BACKGROUND Gliosis is a characteristic pathology in many central nervous system (CNS) diseases. Cytokines are considered to be effectors of gliosis. It has been shown that pro-inflammatory cytokines such as interleukin (IL)-1 and IL-6 boost glia scar formation. On the other hand, anti-inflammatory cytokines, such as IL-10 and IL-1 receptor antagonist (ra), can act neuroprotectively. Furthermore, various immune mediators and neurotransmitters can modulate the onset of gliosis.

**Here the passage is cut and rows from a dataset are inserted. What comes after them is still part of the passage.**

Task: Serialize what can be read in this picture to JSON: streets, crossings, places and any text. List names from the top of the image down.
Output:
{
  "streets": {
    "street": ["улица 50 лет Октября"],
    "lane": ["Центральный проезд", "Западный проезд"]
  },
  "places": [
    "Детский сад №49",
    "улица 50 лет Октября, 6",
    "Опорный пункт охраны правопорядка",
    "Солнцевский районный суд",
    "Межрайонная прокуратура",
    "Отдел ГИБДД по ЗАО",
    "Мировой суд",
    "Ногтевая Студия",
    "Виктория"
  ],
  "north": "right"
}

MATERIAL/METHODS We used 100 male Sprague-Dawley rats to investigate the mechanisms of brain-cytokine-induced astrogliosis using an in vivo model of convection-enhanced delivery of cytokines (IL-beta, IL-6, tumor necrosis factor (TNF)-alpha) into the cerebro-ventricular system. The protective effects of the anti-inflammatory cytokine IL-10 and the neurotransmitter propranolol were also investigated. RESULTS With this paradigm, we could clearly demonstrate that IL-6 is a key cytokine mediating astrogliosis, noticeable in the increased expression of glial fibrillary acidic protein (GFAP). Thus intra-cerebroventricular infusion of IL-6 increased GFAP expression in a dose-dependent manner. Furthermore, GFAP expression was also increased by IL-beta, which correspondingly triggered an IL-6 release into the CSF. Accordingly, TNF-alpha, which did not induce IL-6 release, also did not induce gliosis. On the other hand, substances which decrease IL-beta-induced IL-6 production, such as propranolol and IL-10, also dramatically decreased IL-beta triggered gliosis. CONCLUSIONS IL-6 infusion, as well as IL-beta-induced IL-6 release into the CSF, increase GFAP expression in the cerebral cortex and hippocampus. Accordingly, blockade of the IL-beta-induced IL-6 release by IL-10 and propranolol decreases GFAP expression.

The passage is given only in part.